━━━ Exercise data
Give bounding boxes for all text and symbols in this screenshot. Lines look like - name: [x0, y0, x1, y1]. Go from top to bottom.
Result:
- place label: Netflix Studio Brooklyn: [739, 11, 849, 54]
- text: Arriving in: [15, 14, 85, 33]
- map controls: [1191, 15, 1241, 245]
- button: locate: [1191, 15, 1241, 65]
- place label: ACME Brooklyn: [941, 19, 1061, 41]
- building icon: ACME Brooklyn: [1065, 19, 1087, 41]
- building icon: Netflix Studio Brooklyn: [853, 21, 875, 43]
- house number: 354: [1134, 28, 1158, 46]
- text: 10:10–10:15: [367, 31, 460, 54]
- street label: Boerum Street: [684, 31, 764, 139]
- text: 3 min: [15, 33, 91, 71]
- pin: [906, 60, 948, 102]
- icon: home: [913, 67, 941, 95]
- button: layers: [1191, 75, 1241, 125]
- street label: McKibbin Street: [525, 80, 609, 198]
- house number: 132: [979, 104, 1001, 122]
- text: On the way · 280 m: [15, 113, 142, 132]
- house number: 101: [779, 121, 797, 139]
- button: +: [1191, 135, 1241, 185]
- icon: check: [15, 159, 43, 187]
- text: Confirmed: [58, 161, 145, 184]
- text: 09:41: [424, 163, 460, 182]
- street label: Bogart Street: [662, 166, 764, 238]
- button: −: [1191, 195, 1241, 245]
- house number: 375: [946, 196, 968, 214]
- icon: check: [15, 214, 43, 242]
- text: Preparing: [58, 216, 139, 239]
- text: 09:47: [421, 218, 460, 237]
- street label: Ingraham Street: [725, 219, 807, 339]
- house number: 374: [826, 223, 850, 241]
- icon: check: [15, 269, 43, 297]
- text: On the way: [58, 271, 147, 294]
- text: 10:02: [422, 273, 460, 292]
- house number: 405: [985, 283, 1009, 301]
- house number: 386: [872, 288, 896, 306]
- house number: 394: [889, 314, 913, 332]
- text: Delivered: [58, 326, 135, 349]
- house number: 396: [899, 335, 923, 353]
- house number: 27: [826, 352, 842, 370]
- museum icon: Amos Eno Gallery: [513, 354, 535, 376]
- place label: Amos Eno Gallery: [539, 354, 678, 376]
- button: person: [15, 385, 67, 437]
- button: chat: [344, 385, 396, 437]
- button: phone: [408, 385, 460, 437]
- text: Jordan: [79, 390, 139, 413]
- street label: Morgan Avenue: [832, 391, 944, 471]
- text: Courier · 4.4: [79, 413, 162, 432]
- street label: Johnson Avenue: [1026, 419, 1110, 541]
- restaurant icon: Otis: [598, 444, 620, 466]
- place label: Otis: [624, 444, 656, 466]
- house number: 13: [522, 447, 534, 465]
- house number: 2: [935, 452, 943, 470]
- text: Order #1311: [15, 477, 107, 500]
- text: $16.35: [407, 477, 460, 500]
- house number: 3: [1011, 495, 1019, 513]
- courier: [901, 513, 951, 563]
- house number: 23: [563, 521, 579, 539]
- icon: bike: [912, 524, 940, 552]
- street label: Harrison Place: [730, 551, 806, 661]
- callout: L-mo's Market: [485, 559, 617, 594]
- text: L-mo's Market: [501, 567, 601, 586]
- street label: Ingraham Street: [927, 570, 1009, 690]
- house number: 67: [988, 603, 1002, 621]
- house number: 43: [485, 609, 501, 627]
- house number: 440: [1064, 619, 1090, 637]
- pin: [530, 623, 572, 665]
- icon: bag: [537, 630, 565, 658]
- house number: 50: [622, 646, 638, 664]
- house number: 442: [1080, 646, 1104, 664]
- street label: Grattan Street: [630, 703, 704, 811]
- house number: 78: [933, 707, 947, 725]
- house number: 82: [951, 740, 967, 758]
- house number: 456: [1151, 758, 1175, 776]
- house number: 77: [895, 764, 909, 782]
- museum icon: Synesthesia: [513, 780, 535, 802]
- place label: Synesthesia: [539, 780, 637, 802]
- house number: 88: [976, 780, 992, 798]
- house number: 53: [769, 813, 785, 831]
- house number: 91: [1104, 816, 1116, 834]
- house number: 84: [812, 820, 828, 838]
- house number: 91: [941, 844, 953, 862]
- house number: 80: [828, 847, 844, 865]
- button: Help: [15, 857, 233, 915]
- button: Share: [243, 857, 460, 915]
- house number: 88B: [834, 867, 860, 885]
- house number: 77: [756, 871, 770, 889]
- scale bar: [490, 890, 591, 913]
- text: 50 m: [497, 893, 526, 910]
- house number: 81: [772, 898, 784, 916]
━━━━━━
- Exercise objective
Could you reproduce every record above exactly as it stands?

- Solution to the exercise
Give bounding boxes for all text and symbols in this screenshot. Lines look like - name: [x0, y0, x1, y1]. Go from top to bottom.
Result:
- place label: Netflix Studio Brooklyn: [739, 11, 849, 54]
- text: Arriving in: [15, 14, 85, 33]
- map controls: [1191, 15, 1241, 245]
- button: locate: [1191, 15, 1241, 65]
- place label: ACME Brooklyn: [941, 19, 1061, 41]
- building icon: ACME Brooklyn: [1065, 19, 1087, 41]
- building icon: Netflix Studio Brooklyn: [853, 21, 875, 43]
- house number: 354: [1134, 28, 1158, 46]
- text: 10:10–10:15: [367, 31, 460, 54]
- street label: Boerum Street: [684, 31, 764, 139]
- text: 3 min: [15, 33, 91, 71]
- pin: [906, 60, 948, 102]
- icon: home: [913, 67, 941, 95]
- button: layers: [1191, 75, 1241, 125]
- street label: McKibbin Street: [525, 80, 609, 198]
- house number: 132: [979, 104, 1001, 122]
- text: On the way · 280 m: [15, 113, 142, 132]
- house number: 101: [779, 121, 797, 139]
- button: +: [1191, 135, 1241, 185]
- icon: check: [15, 159, 43, 187]
- text: Confirmed: [58, 161, 145, 184]
- text: 09:41: [424, 163, 460, 182]
- street label: Bogart Street: [662, 166, 764, 238]
- button: −: [1191, 195, 1241, 245]
- house number: 375: [946, 196, 968, 214]
- icon: check: [15, 214, 43, 242]
- text: Preparing: [58, 216, 139, 239]
- text: 09:47: [421, 218, 460, 237]
- street label: Ingraham Street: [725, 219, 807, 339]
- house number: 374: [826, 223, 850, 241]
- icon: check: [15, 269, 43, 297]
- text: On the way: [58, 271, 147, 294]
- text: 10:02: [422, 273, 460, 292]
- house number: 405: [985, 283, 1009, 301]
- house number: 386: [872, 288, 896, 306]
- house number: 394: [889, 314, 913, 332]
- text: Delivered: [58, 326, 135, 349]
- house number: 396: [899, 335, 923, 353]
- house number: 27: [826, 352, 842, 370]
- museum icon: Amos Eno Gallery: [513, 354, 535, 376]
- place label: Amos Eno Gallery: [539, 354, 678, 376]
- button: person: [15, 385, 67, 437]
- button: chat: [344, 385, 396, 437]
- button: phone: [408, 385, 460, 437]
- text: Jordan: [79, 390, 139, 413]
- street label: Morgan Avenue: [832, 391, 944, 471]
- text: Courier · 4.4: [79, 413, 162, 432]
- street label: Johnson Avenue: [1026, 419, 1110, 541]
- restaurant icon: Otis: [598, 444, 620, 466]
- place label: Otis: [624, 444, 656, 466]
- house number: 13: [522, 447, 534, 465]
- house number: 2: [935, 452, 943, 470]
- text: Order #1311: [15, 477, 107, 500]
- text: $16.35: [407, 477, 460, 500]
- house number: 3: [1011, 495, 1019, 513]
- courier: [901, 513, 951, 563]
- house number: 23: [563, 521, 579, 539]
- icon: bike: [912, 524, 940, 552]
- street label: Harrison Place: [730, 551, 806, 661]
- callout: L-mo's Market: [485, 559, 617, 594]
- text: L-mo's Market: [501, 567, 601, 586]
- street label: Ingraham Street: [927, 570, 1009, 690]
- house number: 67: [988, 603, 1002, 621]
- house number: 43: [485, 609, 501, 627]
- house number: 440: [1064, 619, 1090, 637]
- pin: [530, 623, 572, 665]
- icon: bag: [537, 630, 565, 658]
- house number: 50: [622, 646, 638, 664]
- house number: 442: [1080, 646, 1104, 664]
- street label: Grattan Street: [630, 703, 704, 811]
- house number: 78: [933, 707, 947, 725]
- house number: 82: [951, 740, 967, 758]
- house number: 456: [1151, 758, 1175, 776]
- house number: 77: [895, 764, 909, 782]
- museum icon: Synesthesia: [513, 780, 535, 802]
- place label: Synesthesia: [539, 780, 637, 802]
- house number: 88: [976, 780, 992, 798]
- house number: 53: [769, 813, 785, 831]
- house number: 91: [1104, 816, 1116, 834]
- house number: 84: [812, 820, 828, 838]
- house number: 91: [941, 844, 953, 862]
- house number: 80: [828, 847, 844, 865]
- button: Help: [15, 857, 233, 915]
- button: Share: [243, 857, 460, 915]
- house number: 88B: [834, 867, 860, 885]
- house number: 77: [756, 871, 770, 889]
- scale bar: [490, 890, 591, 913]
- text: 50 m: [497, 893, 526, 910]
- house number: 81: [772, 898, 784, 916]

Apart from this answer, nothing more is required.